Generally speaking, the types of PE firms looking at investments in healthcare services are funds with $500 million to $5 billion (middle market private equity) to invest. When considering a potential investor, health systems should look carefully for partners with a significant focus on healthcare. “Having a firm that understands healthcare is critical,” Mr. Koonsman said. “I would say that probably the experience and expertise in healthcare is the most important differentiator.”

It’s also critical that health systems look for “partnership-oriented firms.” Some investors will purchase 90 to 100 percent of a firm and then behave as an autocrat, which is not the type of a partner a health system wants. Health systems want investors who are collaborative and partnership-oriented. This is essential.

Mr. Koonsman said these partnerships are only going to expand. “They are fundamentally a part of the future of health systems,” he said, adding that he foresees more partnerships involving physician organizations in various specialties, including musculoskeletal, cardiology, oncology, OB-GYN, primary care, urgent care, post-acute care and more.

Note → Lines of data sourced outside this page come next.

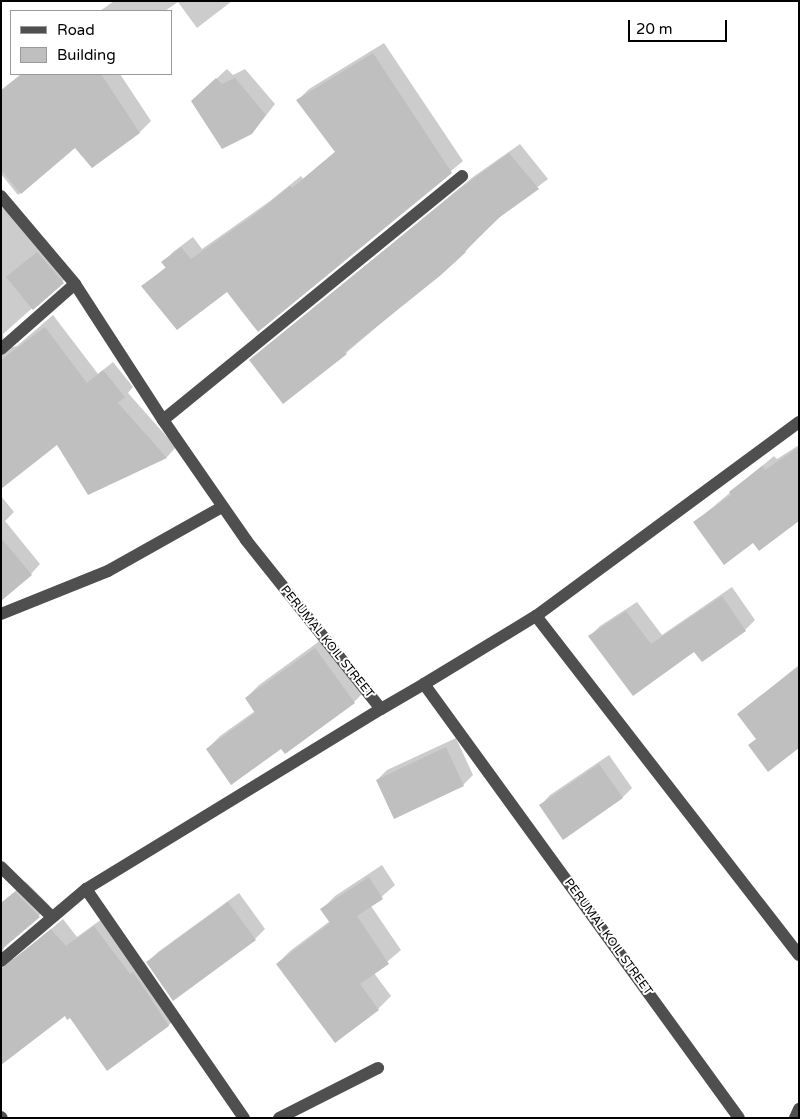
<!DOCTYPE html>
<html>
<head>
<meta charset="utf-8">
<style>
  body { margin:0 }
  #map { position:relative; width:800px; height:1119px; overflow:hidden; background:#fff; font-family:"Varela Round",sans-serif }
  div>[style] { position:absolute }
  .shadow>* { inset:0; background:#0003 }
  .building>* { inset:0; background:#bfbfbf }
  .minor>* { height:12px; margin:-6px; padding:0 6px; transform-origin:6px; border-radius:6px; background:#4f4f4f }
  span { translate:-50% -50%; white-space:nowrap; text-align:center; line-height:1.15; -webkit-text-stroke:4px #fff; paint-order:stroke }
  .street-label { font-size:12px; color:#000 }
  .frame { position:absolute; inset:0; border:2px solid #000; pointer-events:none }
  .legend { position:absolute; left:10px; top:10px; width:162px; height:65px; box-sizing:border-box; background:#fff; border:1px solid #999; margin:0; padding:6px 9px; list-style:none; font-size:15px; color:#000 }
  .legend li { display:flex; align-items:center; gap:10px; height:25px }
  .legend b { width:25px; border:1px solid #999 }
  .scale { position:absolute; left:628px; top:20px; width:99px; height:22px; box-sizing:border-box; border:2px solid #000; border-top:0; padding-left:6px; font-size:15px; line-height:18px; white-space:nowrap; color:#000; -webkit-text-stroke:4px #fff; paint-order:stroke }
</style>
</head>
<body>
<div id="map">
  <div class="shadow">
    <i style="clip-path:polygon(114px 1px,232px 1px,197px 28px,178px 2px,165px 11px,100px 11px)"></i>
    <i style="clip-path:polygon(384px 43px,463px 161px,258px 330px,227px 290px,143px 286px,166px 267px,163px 263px,173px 252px,193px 237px,202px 249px,270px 201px,301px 176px,303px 179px,336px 151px,298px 100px,309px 89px)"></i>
    <i style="clip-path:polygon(227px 69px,233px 75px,245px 69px,275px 104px,252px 133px,203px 91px)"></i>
    <i style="clip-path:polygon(21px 74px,120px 74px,151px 121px,140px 132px,92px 166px,75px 146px,18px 195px,1px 174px,1px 90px)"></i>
    <i style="clip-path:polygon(520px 144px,548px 179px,499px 216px,466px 251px,346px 353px,250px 361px,473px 177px)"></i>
    <i style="clip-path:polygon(1px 206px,72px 273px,3px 334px,4px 344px,9px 348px,17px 346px,53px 315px,98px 374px,113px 362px,133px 387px,128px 393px,176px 447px,167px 457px,89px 493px,57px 443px,1px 488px)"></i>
    <i style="clip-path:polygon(799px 445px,799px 519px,754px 541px,695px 522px,774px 456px,777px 459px)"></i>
    <i style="clip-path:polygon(1px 496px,14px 512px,5px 521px,40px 564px,31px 574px,1px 590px)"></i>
    <i style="clip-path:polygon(732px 587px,755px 620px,745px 630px,702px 660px,694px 650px,590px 636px,600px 626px,637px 602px,662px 635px)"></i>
    <i style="clip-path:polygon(328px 635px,367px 689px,354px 702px,281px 747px,207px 749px,220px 736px,255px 711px,246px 698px,259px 685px)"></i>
    <i style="clip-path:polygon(799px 665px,799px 747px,757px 738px,738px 714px)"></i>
    <i style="clip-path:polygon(456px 738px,473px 775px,463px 785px,377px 780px,387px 770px)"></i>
    <i style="clip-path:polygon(609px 755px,632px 788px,622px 798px,541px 805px,550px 795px)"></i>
    <i style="clip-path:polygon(382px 865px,395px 885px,371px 906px,401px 950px,374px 973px,391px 996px,378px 1009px,277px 964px,290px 951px,330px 921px,322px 909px,335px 896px)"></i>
    <i style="clip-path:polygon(26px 882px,50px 906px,5px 945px,3px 951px,6px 956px,13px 959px,18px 957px,63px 919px,77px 937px,106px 916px,141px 964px,144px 962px,179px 1014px,169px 1025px,108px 1069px,70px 1016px,65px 1014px,1px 1061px,1px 903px)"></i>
    <i style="clip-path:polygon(239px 893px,265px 929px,255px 939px,148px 962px,158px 952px)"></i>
  </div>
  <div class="building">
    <i style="clip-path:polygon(373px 53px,452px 173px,258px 332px,227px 292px,177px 330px,141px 286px,166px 268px,161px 262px,181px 247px,191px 259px,258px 212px,290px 186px,292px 188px,335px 152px,296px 100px)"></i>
    <i style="clip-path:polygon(22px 74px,101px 74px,140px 133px,92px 168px,75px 148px,21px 194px,1px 170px,1px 91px)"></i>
    <i style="clip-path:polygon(216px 78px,222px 84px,235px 78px,266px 115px,252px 134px,222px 149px,191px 101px)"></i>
    <i style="clip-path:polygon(509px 153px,539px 189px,500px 217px,465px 251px,466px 252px,441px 275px,345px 352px,347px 354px,283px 404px,249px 360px,462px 187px)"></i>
    <i style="clip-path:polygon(37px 252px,64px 283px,33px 310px,6px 277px)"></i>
    <i style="clip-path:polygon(45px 327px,87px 383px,103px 370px,125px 397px,118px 403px,167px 458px,88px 495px,57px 445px,1px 489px,1px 360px)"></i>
    <i style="clip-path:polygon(799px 447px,799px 521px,759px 551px,753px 543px,724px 565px,693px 522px,731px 495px,729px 492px,762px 466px,765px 470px)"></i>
    <i style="clip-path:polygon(1px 538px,32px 575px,1px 601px)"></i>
    <i style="clip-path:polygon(722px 596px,746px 631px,702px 662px,694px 652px,633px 696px,588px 636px,626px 611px,651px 644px)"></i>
    <i style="clip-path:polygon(315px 648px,355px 703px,285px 754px,281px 749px,231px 785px,206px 749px,255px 713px,245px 698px)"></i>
    <i style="clip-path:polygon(799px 666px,799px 748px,768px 772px,748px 745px,756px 739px,737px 714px)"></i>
    <i style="clip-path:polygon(446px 747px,464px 786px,394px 819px,376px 780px)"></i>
    <i style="clip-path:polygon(599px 764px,623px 798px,563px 840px,539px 805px)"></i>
    <i style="clip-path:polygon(369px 877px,383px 899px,357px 916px,389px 964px,360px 984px,379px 1010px,335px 1043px,276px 964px,330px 923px,320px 909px)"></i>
    <i style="clip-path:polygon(15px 892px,40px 917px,1px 950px,1px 903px)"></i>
    <i style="clip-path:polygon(228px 902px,256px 940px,173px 1001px,146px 962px)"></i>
    <i style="clip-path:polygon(94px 926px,130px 974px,133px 972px,169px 1026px,107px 1071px,70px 1018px,67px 1020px,65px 1016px,1px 1065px,1px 969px,51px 929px,66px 946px)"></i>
  </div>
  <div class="minor">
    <i style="left:1px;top:196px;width:115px;rotate:49.9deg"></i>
    <i style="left:75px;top:284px;width:162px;rotate:57.1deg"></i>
    <i style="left:163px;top:420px;width:146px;rotate:55.3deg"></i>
    <i style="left:246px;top:540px;width:216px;rotate:51.4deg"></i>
    <i style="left:381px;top:709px;width:50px;rotate:-30.2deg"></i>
    <i style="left:424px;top:684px;width:536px;rotate:54.03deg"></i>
    <i style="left:1px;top:349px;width:98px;rotate:-41.3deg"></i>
    <i style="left:163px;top:420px;width:386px;rotate:-39.2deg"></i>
    <i style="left:1px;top:614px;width:115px;rotate:-21.9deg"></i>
    <i style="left:108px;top:571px;width:131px;rotate:-29.3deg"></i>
    <i style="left:536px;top:616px;width:429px;rotate:52.2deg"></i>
    <i style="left:424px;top:684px;width:131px;rotate:-31.3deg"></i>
    <i style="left:536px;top:616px;width:327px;rotate:-36.4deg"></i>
    <i style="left:1px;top:867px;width:71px;rotate:44.4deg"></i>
    <i style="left:86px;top:889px;width:278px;rotate:55.4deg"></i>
    <i style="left:1px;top:961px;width:111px;rotate:-40.3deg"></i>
    <i style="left:86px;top:889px;width:346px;rotate:-31.4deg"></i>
    <i style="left:1px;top:1117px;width:1px;rotate:45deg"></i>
    <i style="left:279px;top:1118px;width:111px;rotate:-26.8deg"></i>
    <i style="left:795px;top:1118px;width:10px;rotate:-66deg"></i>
  </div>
  <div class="street-label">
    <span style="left:327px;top:642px;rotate:51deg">PERUMAL KOIL STREET</span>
    <span style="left:608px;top:937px;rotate:54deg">PERUMAL KOIL STREET</span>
  </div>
  <div class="frame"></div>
  <ul class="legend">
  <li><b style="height:6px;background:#4f4f4f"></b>Road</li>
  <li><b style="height:14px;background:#bfbfbf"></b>Building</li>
  </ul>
  <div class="scale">20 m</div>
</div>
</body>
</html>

He envisions a new form of three-way partnership emerging that involves the health system, physicians and a PE-based platform. “I think there’s an opportunity for realignment of the relationship between health systems, physicians and private equity,” he said. “I think there’s a way the health system can accomplish their strategic objectives with their physician partners and roll them back into more of an ownership position alongside private equity-based businesses — almost like a three-way venture that realigns everyone’s economic interests.” While complex, such partnerships are possible, with the ambulatory surgery center business providing a prime example, he said.

There is significant opportunity in PE investments in healthcare today, given the tremendous amount of uninvested capital and a strong demand among investors, which is likely to continue for years.

At the same time, for health systems, PE represents an important source of capital that can help fuel necessary growth. The key is to identify PE partners with deep healthcare expertise and a partnership orientation.

Through effective partnerships, where there is alignment between health systems, physicians and equity-backed platforms, all parties can realize benefits.